[What is required] For each line of the data below, copy it if it holds the word "lineWidth".

Saved entries:
+++
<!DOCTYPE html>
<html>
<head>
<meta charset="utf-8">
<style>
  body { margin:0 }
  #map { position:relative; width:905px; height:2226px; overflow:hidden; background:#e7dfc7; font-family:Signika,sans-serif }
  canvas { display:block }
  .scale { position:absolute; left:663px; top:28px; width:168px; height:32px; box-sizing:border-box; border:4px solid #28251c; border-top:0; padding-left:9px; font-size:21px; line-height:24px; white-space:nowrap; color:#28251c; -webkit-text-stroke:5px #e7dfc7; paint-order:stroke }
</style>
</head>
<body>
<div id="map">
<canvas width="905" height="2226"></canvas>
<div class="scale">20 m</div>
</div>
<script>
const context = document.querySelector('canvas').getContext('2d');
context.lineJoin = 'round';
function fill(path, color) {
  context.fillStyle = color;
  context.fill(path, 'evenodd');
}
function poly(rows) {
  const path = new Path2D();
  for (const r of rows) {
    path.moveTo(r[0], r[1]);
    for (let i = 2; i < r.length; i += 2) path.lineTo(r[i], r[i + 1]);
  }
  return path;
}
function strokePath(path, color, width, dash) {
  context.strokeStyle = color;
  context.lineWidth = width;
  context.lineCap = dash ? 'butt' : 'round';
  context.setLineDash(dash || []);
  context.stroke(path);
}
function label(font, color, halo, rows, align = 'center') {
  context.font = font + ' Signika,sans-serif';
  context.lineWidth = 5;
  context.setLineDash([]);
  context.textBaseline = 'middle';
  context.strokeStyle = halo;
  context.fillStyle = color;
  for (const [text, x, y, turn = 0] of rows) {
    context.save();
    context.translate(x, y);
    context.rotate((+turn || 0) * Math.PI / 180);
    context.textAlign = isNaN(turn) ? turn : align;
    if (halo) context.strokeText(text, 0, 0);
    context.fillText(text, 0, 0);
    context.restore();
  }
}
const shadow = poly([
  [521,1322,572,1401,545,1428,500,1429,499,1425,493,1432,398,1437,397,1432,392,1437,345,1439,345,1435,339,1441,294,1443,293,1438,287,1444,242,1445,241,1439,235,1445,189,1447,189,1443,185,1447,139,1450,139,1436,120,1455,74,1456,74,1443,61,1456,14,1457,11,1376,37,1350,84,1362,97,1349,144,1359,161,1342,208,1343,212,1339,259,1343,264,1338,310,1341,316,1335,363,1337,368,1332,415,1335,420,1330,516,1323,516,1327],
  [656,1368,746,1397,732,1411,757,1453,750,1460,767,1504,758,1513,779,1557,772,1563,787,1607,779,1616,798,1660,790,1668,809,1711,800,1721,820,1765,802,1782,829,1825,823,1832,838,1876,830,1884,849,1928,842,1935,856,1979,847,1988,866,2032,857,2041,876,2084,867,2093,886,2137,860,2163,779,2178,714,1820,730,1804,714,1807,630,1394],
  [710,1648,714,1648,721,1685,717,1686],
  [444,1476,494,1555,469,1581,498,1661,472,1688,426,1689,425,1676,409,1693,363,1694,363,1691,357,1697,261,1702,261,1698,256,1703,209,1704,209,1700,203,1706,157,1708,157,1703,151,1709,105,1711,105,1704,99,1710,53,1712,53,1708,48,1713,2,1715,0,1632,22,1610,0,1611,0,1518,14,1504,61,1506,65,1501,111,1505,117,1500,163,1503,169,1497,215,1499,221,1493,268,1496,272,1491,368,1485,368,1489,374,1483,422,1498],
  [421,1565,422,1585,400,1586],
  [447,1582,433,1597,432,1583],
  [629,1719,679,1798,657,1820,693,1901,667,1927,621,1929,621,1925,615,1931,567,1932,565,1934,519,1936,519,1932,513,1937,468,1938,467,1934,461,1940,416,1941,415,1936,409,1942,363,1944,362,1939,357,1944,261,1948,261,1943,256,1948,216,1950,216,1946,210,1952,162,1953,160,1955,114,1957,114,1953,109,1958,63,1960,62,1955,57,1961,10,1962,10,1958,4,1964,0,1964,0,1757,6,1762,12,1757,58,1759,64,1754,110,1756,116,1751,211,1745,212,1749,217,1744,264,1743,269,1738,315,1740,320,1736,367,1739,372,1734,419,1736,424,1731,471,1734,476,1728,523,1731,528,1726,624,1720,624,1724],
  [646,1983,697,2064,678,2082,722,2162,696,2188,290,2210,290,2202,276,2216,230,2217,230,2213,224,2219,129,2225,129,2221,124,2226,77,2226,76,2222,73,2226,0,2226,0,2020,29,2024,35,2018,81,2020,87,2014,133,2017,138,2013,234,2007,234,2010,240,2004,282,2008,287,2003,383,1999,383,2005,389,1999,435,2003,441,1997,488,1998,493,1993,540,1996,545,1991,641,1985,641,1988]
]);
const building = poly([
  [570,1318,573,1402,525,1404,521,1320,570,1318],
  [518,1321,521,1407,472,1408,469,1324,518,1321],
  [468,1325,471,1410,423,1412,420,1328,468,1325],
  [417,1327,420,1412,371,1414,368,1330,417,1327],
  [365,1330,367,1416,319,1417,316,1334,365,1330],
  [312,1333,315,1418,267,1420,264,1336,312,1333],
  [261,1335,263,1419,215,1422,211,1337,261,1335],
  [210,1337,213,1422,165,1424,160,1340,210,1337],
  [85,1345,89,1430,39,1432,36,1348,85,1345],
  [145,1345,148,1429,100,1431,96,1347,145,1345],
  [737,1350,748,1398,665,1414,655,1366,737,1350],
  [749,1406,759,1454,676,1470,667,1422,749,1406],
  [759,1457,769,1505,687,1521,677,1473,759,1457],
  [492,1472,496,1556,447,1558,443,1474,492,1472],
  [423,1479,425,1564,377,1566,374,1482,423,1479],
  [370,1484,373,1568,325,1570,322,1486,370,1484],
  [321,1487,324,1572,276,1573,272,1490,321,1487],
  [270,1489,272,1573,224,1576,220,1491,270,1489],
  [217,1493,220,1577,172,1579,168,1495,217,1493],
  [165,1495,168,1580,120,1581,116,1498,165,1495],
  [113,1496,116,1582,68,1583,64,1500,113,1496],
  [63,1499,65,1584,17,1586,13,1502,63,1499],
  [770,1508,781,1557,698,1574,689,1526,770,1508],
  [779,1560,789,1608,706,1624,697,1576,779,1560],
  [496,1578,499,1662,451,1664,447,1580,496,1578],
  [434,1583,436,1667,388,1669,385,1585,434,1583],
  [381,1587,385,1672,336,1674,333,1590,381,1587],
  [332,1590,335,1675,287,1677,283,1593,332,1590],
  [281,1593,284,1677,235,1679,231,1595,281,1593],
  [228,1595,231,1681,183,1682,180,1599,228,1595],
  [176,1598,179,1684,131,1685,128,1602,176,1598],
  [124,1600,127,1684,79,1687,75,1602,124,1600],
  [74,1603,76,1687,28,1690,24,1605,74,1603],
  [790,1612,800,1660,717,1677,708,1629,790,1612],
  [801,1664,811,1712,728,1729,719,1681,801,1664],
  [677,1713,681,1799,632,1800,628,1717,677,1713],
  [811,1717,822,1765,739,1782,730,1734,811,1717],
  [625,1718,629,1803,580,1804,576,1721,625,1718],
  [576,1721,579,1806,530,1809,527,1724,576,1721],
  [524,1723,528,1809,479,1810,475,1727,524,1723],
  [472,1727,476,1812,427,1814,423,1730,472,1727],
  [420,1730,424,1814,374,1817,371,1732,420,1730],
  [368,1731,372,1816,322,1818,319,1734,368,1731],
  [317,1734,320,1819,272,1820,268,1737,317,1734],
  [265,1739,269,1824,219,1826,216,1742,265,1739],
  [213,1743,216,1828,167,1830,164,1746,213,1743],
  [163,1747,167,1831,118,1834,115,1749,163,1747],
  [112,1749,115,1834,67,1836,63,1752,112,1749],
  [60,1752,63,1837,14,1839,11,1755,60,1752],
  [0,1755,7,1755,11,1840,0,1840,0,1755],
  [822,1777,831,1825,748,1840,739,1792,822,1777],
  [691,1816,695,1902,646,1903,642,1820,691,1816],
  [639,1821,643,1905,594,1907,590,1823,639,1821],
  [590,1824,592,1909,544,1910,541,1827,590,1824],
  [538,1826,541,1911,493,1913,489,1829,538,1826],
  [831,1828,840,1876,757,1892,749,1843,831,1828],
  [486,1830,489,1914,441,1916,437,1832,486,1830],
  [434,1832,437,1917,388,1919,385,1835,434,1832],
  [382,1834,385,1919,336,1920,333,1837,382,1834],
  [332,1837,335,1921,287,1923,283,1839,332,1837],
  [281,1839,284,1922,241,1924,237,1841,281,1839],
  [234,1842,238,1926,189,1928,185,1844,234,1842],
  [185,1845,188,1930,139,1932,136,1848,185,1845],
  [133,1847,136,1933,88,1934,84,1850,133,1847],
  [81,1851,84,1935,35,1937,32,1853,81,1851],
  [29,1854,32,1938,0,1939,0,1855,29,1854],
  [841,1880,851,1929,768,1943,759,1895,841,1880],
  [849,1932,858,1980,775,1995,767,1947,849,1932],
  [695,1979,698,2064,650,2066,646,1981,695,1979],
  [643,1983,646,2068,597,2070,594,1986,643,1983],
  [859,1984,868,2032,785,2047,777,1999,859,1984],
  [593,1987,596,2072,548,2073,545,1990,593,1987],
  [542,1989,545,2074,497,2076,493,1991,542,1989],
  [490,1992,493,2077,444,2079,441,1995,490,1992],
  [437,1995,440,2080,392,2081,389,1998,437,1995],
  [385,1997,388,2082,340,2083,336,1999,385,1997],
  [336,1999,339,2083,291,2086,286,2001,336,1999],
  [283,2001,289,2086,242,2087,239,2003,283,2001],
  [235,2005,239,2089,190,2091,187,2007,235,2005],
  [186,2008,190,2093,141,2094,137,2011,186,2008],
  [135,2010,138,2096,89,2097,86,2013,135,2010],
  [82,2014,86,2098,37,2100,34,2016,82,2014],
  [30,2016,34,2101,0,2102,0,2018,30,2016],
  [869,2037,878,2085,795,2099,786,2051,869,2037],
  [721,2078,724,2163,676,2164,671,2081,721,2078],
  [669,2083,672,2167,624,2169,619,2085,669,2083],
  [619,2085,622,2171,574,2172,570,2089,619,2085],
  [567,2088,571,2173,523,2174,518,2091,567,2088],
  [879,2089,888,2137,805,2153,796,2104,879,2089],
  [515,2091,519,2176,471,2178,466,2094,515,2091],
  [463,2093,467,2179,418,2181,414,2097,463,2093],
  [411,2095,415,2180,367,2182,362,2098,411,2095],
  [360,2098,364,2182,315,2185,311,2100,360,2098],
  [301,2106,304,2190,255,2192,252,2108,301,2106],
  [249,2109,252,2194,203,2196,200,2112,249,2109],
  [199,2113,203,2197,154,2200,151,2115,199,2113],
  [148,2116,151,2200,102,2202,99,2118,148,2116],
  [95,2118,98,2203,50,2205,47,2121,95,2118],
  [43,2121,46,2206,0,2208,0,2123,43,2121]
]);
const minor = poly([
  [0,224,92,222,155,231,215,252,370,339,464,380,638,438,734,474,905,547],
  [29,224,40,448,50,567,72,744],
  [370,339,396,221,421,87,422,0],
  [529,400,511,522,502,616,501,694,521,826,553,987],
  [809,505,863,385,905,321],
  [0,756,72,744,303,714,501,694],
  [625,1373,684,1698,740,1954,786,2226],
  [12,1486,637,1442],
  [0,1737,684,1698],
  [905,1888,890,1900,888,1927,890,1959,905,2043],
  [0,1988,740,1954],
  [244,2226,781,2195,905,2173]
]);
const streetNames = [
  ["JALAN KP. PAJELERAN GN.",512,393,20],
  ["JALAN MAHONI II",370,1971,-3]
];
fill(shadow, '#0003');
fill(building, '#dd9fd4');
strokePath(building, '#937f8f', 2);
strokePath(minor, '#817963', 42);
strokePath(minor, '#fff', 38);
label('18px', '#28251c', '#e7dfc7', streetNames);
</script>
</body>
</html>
+++
[Solution for this problem]
  context.lineWidth = width;
  context.lineWidth = 5;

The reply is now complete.